(Collected data entries)
————————

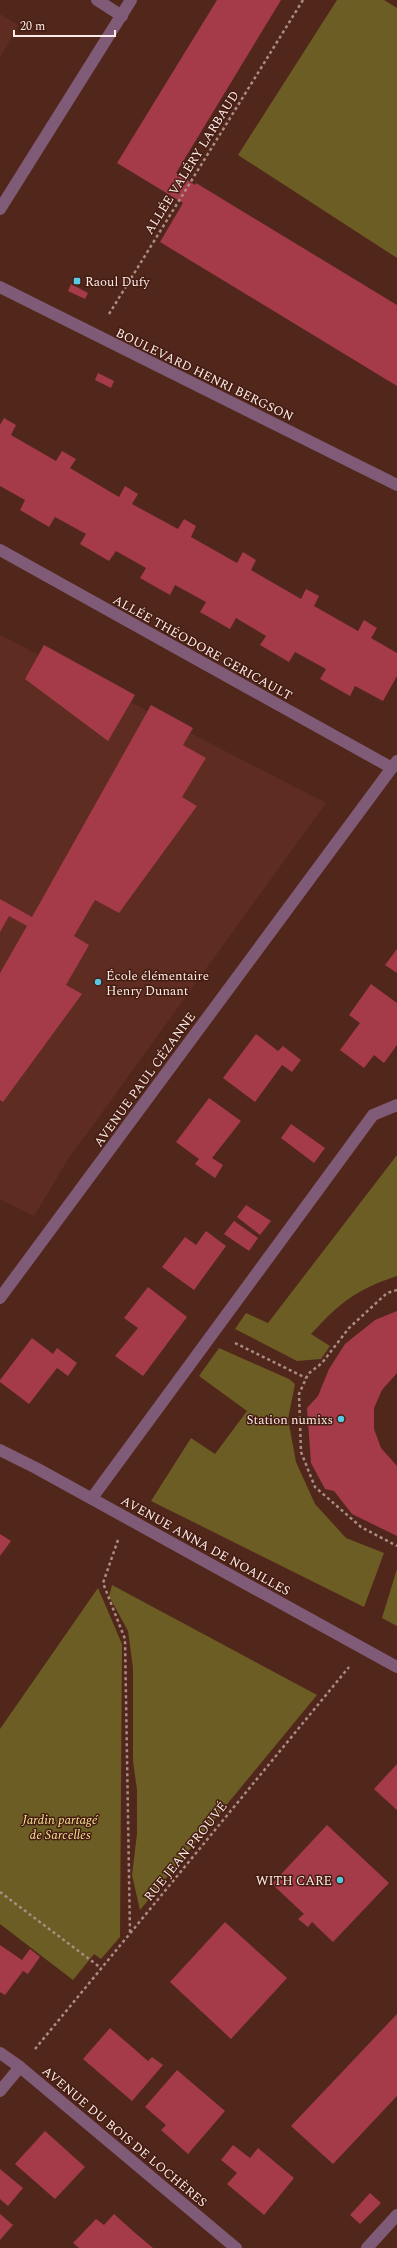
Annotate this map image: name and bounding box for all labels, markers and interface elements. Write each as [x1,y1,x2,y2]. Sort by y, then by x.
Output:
scale bar [14,12,115,38]
text: 20 m [20,17,45,36]
street label: ALLÉE VALÉRY LARBAUD [139,87,244,238]
place label: Raoul Dufy [85,272,150,292]
marker: Raoul Dufy [72,276,82,286]
street label: BOULEVARD HENRI BERGSON [112,323,297,427]
street label: ALLÉE THÉODORE GERICAULT [109,590,296,706]
place label: École élémentaire Henry Dunant [106,966,209,1001]
marker: École élémentaire Henry Dunant [93,977,103,987]
street label: AVENUE PAUL CÉZANNE [89,1008,201,1151]
place label: Station numixs [247,1410,333,1430]
marker: Station numixs [336,1414,346,1424]
street label: AVENUE ANNA DE NOAILLES [117,1491,294,1601]
street label: RUE JEAN PROUVÉ [139,1797,232,1906]
park label: Jardin partagé de Sarcelles [21,1810,99,1845]
place label: WITH CARE [256,1871,332,1891]
marker: WITH CARE [335,1875,345,1885]
street label: AVENUE DU BOIS DE LOCHÈRES [37,2062,211,2212]

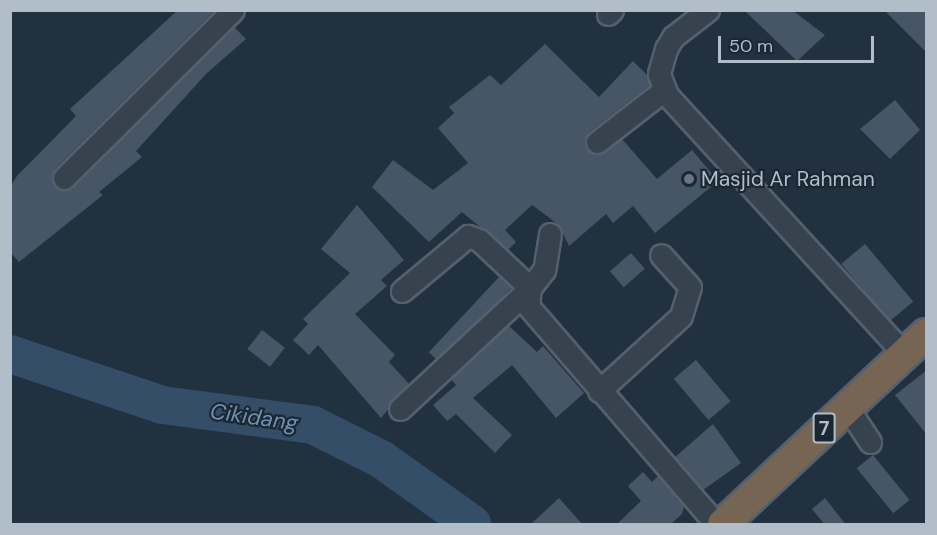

————————

WHAT YOU HAVE TO DO: The records above should be returned exactly, with only their pictures held back.

REPLY:
Annotate this map image: name and bounding box for all labels, markers and interface elements. Write each as [x1,y1,x2,y2]. Sort by y, then by x.
Output:
scale bar [14,12,115,38]
text: 20 m [20,17,45,36]
street label: ALLÉE VALÉRY LARBAUD [139,87,244,238]
place label: Raoul Dufy [85,272,150,292]
marker: Raoul Dufy [72,276,82,286]
street label: BOULEVARD HENRI BERGSON [112,323,297,427]
street label: ALLÉE THÉODORE GERICAULT [109,590,296,706]
place label: École élémentaire Henry Dunant [106,966,209,1001]
marker: École élémentaire Henry Dunant [93,977,103,987]
street label: AVENUE PAUL CÉZANNE [89,1008,201,1151]
place label: Station numixs [247,1410,333,1430]
marker: Station numixs [336,1414,346,1424]
street label: AVENUE ANNA DE NOAILLES [117,1491,294,1601]
street label: RUE JEAN PROUVÉ [139,1797,232,1906]
park label: Jardin partagé de Sarcelles [21,1810,99,1845]
place label: WITH CARE [256,1871,332,1891]
marker: WITH CARE [335,1875,345,1885]
street label: AVENUE DU BOIS DE LOCHÈRES [37,2062,211,2212]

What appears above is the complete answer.